Quelque 300 entreprises suspectes

Mais les faux travailleurs peuvent être également complices. Pour cause, le contrat signé avec la société de titres-services donne des droits sociaux, en matière de séjour en Belgique et/ou d’allocations de chômage. C’est le rôle de l’Onem que de contrôler les déclarations de ces travailleurs mais sa tâche est rendue difficile par l’existence éphémère de ces sociétés. Dans les deux cas décrits ici, la société frauduleuse n’aura payé ni salaires ni cotisations sociales et occasionné de lourdes pertes pour l’Etat. Celui-ci est toutefois toujours en mesure de déceler la fraude.
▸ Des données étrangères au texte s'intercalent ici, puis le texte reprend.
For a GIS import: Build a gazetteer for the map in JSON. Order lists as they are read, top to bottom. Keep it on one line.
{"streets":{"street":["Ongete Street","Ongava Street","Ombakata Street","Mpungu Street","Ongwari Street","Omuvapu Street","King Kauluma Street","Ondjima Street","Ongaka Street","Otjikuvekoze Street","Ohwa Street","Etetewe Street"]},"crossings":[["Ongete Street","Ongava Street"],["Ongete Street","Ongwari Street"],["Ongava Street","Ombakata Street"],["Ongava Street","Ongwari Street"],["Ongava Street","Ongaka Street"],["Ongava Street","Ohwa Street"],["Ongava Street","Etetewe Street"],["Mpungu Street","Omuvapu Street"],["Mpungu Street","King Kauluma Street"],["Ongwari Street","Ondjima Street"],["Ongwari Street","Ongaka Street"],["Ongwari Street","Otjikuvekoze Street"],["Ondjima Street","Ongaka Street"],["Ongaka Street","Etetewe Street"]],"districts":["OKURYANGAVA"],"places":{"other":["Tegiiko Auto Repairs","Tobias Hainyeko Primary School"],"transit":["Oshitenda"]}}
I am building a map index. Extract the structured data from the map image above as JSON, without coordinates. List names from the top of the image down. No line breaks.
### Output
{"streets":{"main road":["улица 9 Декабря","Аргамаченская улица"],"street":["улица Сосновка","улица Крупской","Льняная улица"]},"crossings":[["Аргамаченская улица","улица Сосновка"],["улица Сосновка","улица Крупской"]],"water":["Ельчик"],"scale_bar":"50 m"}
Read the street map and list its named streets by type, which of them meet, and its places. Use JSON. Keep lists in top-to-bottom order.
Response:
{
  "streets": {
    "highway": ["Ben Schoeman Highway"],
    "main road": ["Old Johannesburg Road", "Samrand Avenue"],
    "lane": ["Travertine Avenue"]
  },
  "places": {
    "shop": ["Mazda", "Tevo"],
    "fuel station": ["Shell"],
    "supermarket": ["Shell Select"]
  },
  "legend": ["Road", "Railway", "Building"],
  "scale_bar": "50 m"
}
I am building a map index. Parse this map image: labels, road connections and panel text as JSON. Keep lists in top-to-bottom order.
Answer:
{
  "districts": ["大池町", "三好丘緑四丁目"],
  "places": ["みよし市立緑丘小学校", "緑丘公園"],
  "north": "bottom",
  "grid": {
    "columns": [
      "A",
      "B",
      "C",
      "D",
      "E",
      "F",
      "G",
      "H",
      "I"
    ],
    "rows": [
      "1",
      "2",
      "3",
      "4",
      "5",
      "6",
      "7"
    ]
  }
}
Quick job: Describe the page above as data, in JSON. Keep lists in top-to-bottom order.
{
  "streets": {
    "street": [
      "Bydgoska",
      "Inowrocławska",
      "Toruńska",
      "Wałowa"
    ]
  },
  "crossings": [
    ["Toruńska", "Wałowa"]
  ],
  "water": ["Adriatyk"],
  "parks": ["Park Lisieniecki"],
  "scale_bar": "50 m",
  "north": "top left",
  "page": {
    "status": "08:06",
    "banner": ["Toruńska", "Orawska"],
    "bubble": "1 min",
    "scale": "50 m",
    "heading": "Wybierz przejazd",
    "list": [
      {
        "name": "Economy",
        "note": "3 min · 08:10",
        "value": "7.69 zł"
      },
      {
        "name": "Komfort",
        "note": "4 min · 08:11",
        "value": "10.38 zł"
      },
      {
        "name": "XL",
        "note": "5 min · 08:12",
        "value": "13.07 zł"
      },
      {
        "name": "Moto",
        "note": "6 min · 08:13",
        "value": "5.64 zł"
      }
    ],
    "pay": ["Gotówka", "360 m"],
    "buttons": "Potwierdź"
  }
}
Ce n’est pas forcément vrai pour la forme la plus perverse de ce type de captation d’argent public.

Celle-ci associe tant la société que les utilisateurs et les travailleurs. Dans ce schéma de complicité, la société pourra même payer des cotisations sociales, faire correspondre le nombre de titres-services utilisés aux heures déclarées à l’ONSS sans jamais payer le moindre salaire, et donc faire de confortables profits. Tout le monde y gagne. L’utilisateur se verra rembourser ses titres par la société et pourra les déduire de sa déclaration fiscale. La société recevra plus de 14 euros par titre déclaré sans charges salariales. Le travailleur sera enregistré comme tel alors qu’il ne prestera pas la moindre heure de nettoyage. Compte tenu de la faiblesse du système électronique, ce cas de figure est pratiquement indétectable.

Contacté par "La Libre", l’Onem confirme cette réalité. L’office a d’ailleurs identifié une série de critères afin de cibler ses contrôles. L’utilisation excessive de titres-services électroniques est l’un des plus importants, à côté de l’endettement de la société vis-à-vis de l’ONSS ou du fisc, le passé des gérants (faillites), le nombre important d’étrangers ou d’hommes parmi les travailleurs. Certains profils d’utilisateurs (comme des chômeurs ou des étudiants) peuvent également semer le doute. Selon des statistiques officieuses non communiquées par l’Onem, pas moins de 300 entreprises seraient donc suspectées de fraude en vertu de ces critères. Elles représenteraient entre 20 et 25 000 relations de travail potentiellement fictives. C’est beaucoup.